Fixing a flood-damaged home can be a costly expenditure and can often take months to complete. While these protective measures can be a little expensive, it is better to make sure your home is as flood-resistant as possible now than to face property damage from floodwaters in the future.
How to check whether I live in a flood risk area?
Before you begin making any flood preparations for your home, it is a good idea to check whether your property is situated in an area with high flood risk. This gives you a better idea of how likely you are to experience serious problems and will help you figure out what kind of protection you need for your home.
Depending on what country you live in, you can usually find out whether you live in a flood risk zone on government websites. In some countries (such as the UK), you can find out whether your property has been affected in the past by contacting your national environment agency.
It is also a good idea to check government websites to find out more information on emergency numbers that you can contact in the event that your area does become flooded.
Flood Insurance: Should I get it?
Flood insurance is not something that many would automatically consider. If you live in an area that is vulnerable to floodings, then it may be worth purchasing insurance for your property.

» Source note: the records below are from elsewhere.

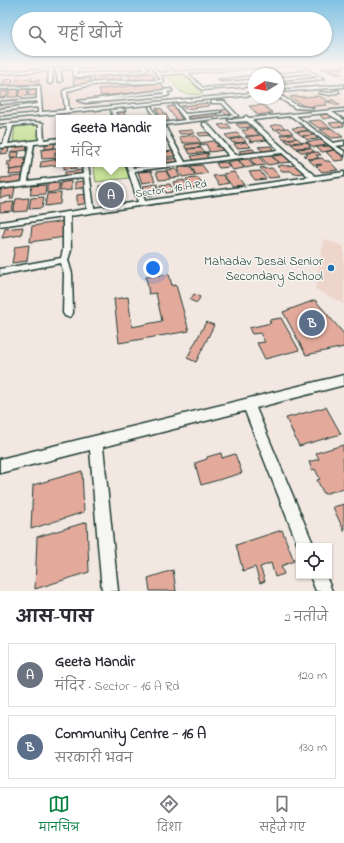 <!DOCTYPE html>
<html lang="hi">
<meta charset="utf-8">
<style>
body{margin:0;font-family:"Indie Flower","Playpen Sans Deva",sans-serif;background:#f7f7f7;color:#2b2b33}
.controls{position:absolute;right:12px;bottom:12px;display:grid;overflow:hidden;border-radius:0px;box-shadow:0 1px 3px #0004}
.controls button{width:36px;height:36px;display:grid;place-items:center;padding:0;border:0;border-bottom:1px solid #e1e1e2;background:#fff;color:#2b2b33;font:20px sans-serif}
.compass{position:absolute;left:248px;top:68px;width:36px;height:36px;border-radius:50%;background:#fff;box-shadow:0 1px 3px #0004;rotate:260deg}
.you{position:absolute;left:153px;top:268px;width:14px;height:14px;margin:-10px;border:3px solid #fff;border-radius:50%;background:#1a73e8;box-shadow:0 0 0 6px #1a73e833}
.badge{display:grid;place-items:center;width:26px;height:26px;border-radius:50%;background:#0b8043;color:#fff;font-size:13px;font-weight:700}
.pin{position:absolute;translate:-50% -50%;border:2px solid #fff;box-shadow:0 1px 4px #0006}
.popup{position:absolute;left:56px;top:115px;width:110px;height:52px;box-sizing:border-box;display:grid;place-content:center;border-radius:0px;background:#fff;filter:drop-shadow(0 1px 3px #0005);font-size:13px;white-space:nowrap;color:#7c7c81}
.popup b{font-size:15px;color:#2b2b33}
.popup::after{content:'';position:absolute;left:50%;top:100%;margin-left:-8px;border:8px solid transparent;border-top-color:#fff}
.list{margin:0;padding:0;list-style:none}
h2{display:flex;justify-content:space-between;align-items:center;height:52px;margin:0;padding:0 16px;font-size:17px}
h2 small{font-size:13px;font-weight:400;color:#7c7c81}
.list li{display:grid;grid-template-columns:26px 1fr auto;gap:12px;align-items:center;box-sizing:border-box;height:64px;margin:0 8px 8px;padding:0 8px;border:1px solid #e1e1e2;border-radius:0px}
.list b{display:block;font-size:15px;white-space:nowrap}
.list p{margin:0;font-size:13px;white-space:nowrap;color:#7c7c81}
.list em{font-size:13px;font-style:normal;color:#7c7c81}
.icon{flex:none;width:22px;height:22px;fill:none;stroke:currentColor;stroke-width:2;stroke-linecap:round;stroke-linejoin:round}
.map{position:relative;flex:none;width:344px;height:591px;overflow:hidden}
.search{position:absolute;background:#fff;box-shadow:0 1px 3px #0004;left:12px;right:12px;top:12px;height:44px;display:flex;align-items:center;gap:10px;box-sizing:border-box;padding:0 14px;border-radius:22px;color:#7c7c81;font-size:15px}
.sheet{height:196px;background:#fff}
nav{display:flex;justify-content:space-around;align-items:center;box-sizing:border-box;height:56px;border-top:1px solid #e1e1e2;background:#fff;font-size:11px;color:#7c7c81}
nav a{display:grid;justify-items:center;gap:2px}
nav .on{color:#0b8043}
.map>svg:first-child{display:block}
.built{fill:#eed5cc}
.green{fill:#c7e198;stroke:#738f66}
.building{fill:#e3aa9c;stroke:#1f3d34}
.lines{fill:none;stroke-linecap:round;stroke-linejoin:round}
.minor-casing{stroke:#1f3d34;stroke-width:3}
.minor{fill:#f6f6f2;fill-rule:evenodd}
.poi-dot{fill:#1f6fb2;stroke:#f6f6f2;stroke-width:1.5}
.labels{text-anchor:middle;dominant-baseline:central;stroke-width:3;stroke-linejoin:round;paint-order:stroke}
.far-street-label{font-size:11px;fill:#1f3d34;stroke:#f6f6f2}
.poi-label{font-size:13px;fill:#1f3d34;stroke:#f6f6f2;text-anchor:end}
</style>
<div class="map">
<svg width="344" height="591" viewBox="0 0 344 591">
<rect width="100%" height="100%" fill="#f2e7e1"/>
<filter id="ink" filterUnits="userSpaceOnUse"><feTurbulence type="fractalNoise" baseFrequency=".025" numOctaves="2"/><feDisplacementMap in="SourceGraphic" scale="8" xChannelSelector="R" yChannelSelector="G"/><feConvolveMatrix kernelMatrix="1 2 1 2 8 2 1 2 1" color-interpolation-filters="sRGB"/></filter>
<g filter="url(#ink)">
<g class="built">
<path d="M148 64 171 97 0 114V73Z"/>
<path d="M312 64H344V80Z"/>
<path d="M344 90V108L297 113 275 98H278V95Z"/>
<path d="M324 239 344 247V304L315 289Z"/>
</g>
<g class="green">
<path d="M185 74 203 94C180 96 180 92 167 75Z"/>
<path d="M42 124V139L13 143 15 127Z"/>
<path d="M93 164H125L129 178 96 182Z"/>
</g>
<g class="building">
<path d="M344 66V67L340 68 343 69 327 68 341 74H336L321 68Z"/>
<path d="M152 73 155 79 131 81 128 75Z"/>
<path d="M120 75 122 82 105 83 104 76Z"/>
<path d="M101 76 103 83H94L93 77Z"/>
<path d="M32 78 31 81 39 80V84L15 85 17 79Z"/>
<path d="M90 78 91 84 74 85 73 79Z"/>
<path d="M13 79 12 85 2 86 4 80Z"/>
<path d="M160 83 166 90 101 96 99 89Z"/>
<path d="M30 88H39L37 95 28 96Z"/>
<path d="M19 89 17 97H8L10 90Z"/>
<path d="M20 89H28L27 96 18 97Z"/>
<path d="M8 91 6 97 0 98V92Z"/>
<path d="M296 96 302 97 319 96 328 101 333 100 340 105H334L333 103 327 102 324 103 327 105 305 107 290 97Z"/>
<path d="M207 103 209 106 186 109 181 106Z"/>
<path d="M263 105 273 113 258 115 249 106Z"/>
<path d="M174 106 181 118 184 120 177 121 167 107Z"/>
<path d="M156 108 162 109 164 112 163 113H165L167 116H164L165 117H167L169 120 164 122 163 118H161Z"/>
<path d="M228 109 234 115H226L225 114H226L221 110Z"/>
<path d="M118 111 124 112 126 118 119 117 120 116 118 114Z"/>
<path d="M214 113 219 116 192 119 189 116Z"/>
<path d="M330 114 335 117 323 119 320 115Z"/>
<path d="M320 120 331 128H319L308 121Z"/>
<path d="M343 122 344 126 334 127 329 123Z"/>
<path d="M248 123 251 127 240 128 236 124Z"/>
<path d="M228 124 232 129H222L218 125Z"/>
<path d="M280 124 285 128 274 130 270 126Z"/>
<path d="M304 127 308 130 296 132 292 128Z"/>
<path d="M247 128H253L259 135 247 136 242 130H248Z"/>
<path d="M288 128 293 133 284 134 279 132 277 129Z"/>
<path d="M331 128 343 137 332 138 320 130Z"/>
<path d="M192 130 195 133 184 134H180L178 131Z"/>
<path d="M308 131 313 135 302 136 297 132Z"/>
<path d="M210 132 213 135 200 136 198 133Z"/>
<path d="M237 133 241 137 229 139 225 135Z"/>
<path d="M292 134 296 138 284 139 280 135Z"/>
<path d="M188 135 196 136 201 143H183L179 137 188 136Z"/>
<path d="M261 135 266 140 250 142 249 141 251 140 245 137Z"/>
<path d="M314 135 318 139 307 140 303 136Z"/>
<path d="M242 137 246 142 233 143 230 140Z"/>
<path d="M297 138 302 142 289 143 285 140Z"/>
<path d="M322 140 328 145 314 147 306 142Z"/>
<path d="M213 141 215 143H219L221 145 216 146 217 147H222L224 150 210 152 206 144 202 145 201 143Z"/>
<path d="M246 142 251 147 237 148 234 144Z"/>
<path d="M306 142 311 147 296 148 291 144Z"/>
<path d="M55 143 54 148 45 149V144Z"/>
<path d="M199 143 201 147 186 149 185 147V145Z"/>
<path d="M27 146 26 150 13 152 14 147Z"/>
<path d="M271 146 274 151 264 152 258 147Z"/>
<path d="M329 146 334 150 322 152 316 147Z"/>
<path d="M5 148H9L8 153 0 154V152Z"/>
<path d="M55 148H59V152H55V156L59 155V158L42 159 41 150Z"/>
<path d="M201 148 204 152H209L190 154 187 149Z"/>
<path d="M310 148 315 152H301L297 149Z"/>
<path d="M253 149 257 154 242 155 239 151Z"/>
<path d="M334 150 344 156V160L335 161 326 152Z"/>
<path d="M174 151 176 156 163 158V152Z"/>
<path d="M11 152H19L18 158H10Z"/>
<path d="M318 152 321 155H316L319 158 308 159 304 155H308L306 153Z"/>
<path d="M208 153 209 155H206L209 159 194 161 191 156Z"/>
<path d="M283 155 291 162 280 163 272 156Z"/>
<path d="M271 156 279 163 268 165 261 157Z"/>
<path d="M25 157 24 161H27L26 168 9 170 10 165H7V162H11V159Z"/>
<path d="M259 157 266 165 256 166 250 159Z"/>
<path d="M177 158 180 163 165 165 163 160Z"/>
<path d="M322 158 325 161H329L338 170 322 172 316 166 322 165 321 164 314 165 309 160Z"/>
<path d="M59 159 57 165 40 167 41 162Z"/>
<path d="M248 159 255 166 245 168 239 160Z"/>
<path d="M238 160 244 168 233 170 227 162Z"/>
<path d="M226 162 230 167 219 168 216 163Z"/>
<path d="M64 164H76L77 168 64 169Z"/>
<path d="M202 165 208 173 196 175 191 166Z"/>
<path d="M283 165 285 166 295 165 304 173 294 174 291 171H282L277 166Z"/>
<path d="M190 166 195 175 182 177 178 168Z"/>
<path d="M263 167 264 169 272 168 280 177 269 178 260 168Z"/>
<path d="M25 168 24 174 9 175 10 170Z"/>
<path d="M176 169 180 177 171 178 166 170Z"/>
<path d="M82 170V175L65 176V172Z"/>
<path d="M151 171 155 181 142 183 138 172Z"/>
<path d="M166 171 170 179 159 180 156 172Z"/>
<path d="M260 171 266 179 255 180 249 172Z"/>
<path d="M234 172 244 185 232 186 223 174Z"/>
<path d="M222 175 229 183 219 185 213 176Z"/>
<path d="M22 176 21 182 0 184 1 178Z"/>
<path d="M198 178 204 187 191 189 186 179Z"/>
<path d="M184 180 189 189 177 191 173 182Z"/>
<path d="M71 181V190L60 191V183Z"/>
<path d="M84 181 85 187 75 189V182Z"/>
<path d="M59 183V191L47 193V184Z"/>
<path d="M119 183 122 199 101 202 99 186Z"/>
<path d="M157 184 161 194 147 196 143 186Z"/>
<path d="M170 184 173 192 166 193 164 190 162 191 160 185Z"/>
<path d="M46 185 45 194 30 195 32 186Z"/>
<path d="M15 187 13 199H10L11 196 0 198 1 190Z"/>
<path d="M61 193 60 204 45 206 47 194Z"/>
<path d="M88 194 89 203 77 205V195Z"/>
<path d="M44 197 42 208 29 209 31 198Z"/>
<path d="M29 198 27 211 13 212 16 199Z"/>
<path d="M14 202 12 211 0 212V203Z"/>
<path d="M65 221V237L30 242 32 226Z"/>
<path d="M23 227 21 235 2 238 5 229Z"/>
<path d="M29 245 27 261 12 263 15 247Z"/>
<path d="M169 274 172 286 176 285 189 331 119 343 114 299 128 297 132 327 162 321 156 293 149 294 146 277Z"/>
<path d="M194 294 200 297 197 303 190 300Z"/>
<path d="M315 300 344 334V347L306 355 283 312Z"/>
<path d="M281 318 299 350 265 359 257 343 265 342 260 333 252 334 249 328 271 323 269 320Z"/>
<path d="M206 322 214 325 196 362 187 358Z"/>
<path d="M326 407 341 434 299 446 286 418Z"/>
<path d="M343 445 344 488 324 494 317 480 320 479 315 469 312 470 309 462 319 459 316 453Z"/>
<path d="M221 453 222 458 235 454 242 473 201 485 195 463 207 459V457Z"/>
<path d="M82 471 84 512 31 529 33 485Z"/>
<path d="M344 504V531L333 507Z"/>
<path d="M87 522 89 572 35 589 37 537Z"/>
<path d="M282 530 294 561 281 566 284 574 275 577 271 563 260 567 265 581 260 583 255 567 243 571 236 545Z"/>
<path d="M173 570 176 591H150L148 578Z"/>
</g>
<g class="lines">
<g class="minor-casing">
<g id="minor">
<path d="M0 64 6 65 0 66Z"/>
<path d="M119 64H132L77 69V74L144 70 141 64H144L148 69 145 72 79 77 74 76 73 69 60 70 62 81 60 82 58 81 56 70H53L52 83 50 84 48 83 49 71 0 74V72Z"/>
<path d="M150 64H152L159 73 170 72 164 64H167L174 72 298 64 324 79 278 84V82L318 78 309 73 278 76V74L306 71 295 65 188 73 203 88 254 84V86L202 90 184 73 160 75 163 79 161 80H164V82C133 86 97 79 67 92L69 110 254 93V95L0 119V117L38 113V107L0 111V109L38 104 37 101 0 104V102L37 99V88L0 89V87L40 86 42 112 65 110 63 91C82 79 137 81 161 80Z"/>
<path d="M187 64H194L192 65Z"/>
<path d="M254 76V78L221 81 219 80Z"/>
<path d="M344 85V87L278 92V90Z"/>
<path d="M171 89 172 91 167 92 169 95 167 96 86 103 78 101ZM163 92 164 94 108 99Z"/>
<path d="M338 90 339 92 330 95 319 93 321 92 330 93Z"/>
<path d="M278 94 298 106 313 108 311 109 295 108 278 97Z"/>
<path d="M212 101H224L238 116 163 125V123L185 120 174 105 176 104 185 114 219 111 221 112 186 116 189 120 233 115 222 103H211Z"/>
<path d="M151 106 159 118H155L149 107Z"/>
<path d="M123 109 125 111 115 112 117 118H113L111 110Z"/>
<path d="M344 109V111L332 112 344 120V123L327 113 296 116 333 143 344 141V145L336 146 344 151V156L291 116 252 120 315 176 344 172V176L70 216 71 250 68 260 72 274 73 313 71 316 68 317 65 316 63 313 64 274 61 263 0 275V269L61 258 63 250V217L0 226V222L87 209 84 177 0 189V185L22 182 29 145 0 148V144H3L8 127H0V125L33 122 43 123 44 140 59 138V142L34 144 28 181 83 174 82 164H88L94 208 138 202 126 164H132L133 168 179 162 163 131V127L166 128 185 162 229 156 203 125V123H207L235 155 279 150 247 121 230 122 228 120 245 118 244 117 246 116 249 118ZM33 124 39 125V140L8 144 13 126ZM282 153 309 177 145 201 134 171Z"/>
<path d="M344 375V385L256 408 314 546H299V548L245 411 103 447 118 591H102L90 450 0 473V459Z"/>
<path d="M310 576H326L332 591H316Z"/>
</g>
</g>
<use href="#minor" class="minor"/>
</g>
</g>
<linearGradient id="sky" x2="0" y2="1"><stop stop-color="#7fc1e3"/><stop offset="0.44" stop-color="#f9f4f2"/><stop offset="1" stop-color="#f9f4f2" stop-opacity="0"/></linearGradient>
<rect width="344" height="147" fill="url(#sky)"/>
<circle class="poi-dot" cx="331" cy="268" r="4"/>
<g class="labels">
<g class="far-street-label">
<text transform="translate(171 189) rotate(-8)">Sector - 16 A Rd</text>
</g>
<g class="poi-label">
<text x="323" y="261">Mahadav Desai Senior<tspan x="323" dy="15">Secondary School</tspan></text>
</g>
</g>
</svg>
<div class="controls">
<button><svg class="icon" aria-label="locate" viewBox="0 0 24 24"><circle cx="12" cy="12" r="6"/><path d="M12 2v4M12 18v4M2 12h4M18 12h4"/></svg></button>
</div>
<svg class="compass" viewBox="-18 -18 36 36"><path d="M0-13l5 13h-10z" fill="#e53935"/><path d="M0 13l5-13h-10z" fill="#7c7c81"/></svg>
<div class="you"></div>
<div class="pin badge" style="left:111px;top:195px;background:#6b7280">A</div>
<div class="popup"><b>Geeta Mandir</b>मंदिर</div>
<div class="pin badge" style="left:312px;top:323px;background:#5c6f8a">B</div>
<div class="search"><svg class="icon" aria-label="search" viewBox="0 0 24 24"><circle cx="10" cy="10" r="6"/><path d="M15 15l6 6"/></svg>यहाँ खोजें</div>
</div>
<section class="sheet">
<h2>आस-पास<small>2 नतीजे</small></h2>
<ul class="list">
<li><span class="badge" style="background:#6b7280">A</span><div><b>Geeta Mandir</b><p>मंदिर · Sector - 16 A Rd</p></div><em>120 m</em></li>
<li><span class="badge" style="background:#5c6f8a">B</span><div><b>Community Centre - 16 A</b><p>सरकारी भवन</p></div><em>130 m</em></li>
</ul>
</section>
<nav>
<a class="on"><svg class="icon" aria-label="map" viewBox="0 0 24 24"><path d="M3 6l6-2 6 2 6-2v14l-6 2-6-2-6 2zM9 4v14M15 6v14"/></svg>मानचित्र</a>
<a><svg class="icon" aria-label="directions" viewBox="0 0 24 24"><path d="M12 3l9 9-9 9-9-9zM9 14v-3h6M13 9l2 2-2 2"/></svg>दिशा</a>
<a><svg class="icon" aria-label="saved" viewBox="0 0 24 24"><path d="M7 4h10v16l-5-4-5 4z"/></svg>सहेजे गए</a>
</nav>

In some countries, standard home insurance policies include flood cover. This means that if damage occurs due to an external source (such as a river or canal bursting its banks, storms and high tides, or heavy rainfall), then your property will be covered. Flood insurance tends to cover both structural damages to your home as well as to any belongings within the property.
However, it is important to double-check what your policy does and doesn’t cover.
In some cases, policies will not cover flood damage if your home is located in a ‘flood risk area’. This could be because it is situated in a high-risk zone, or because your property has experienced flooding in the past.
Insurance companies may exclude flood cover or charge a very high premium to include this kind of protection. Some policies may also exclude groundwater flooding from your cover, so it’s crucial to check.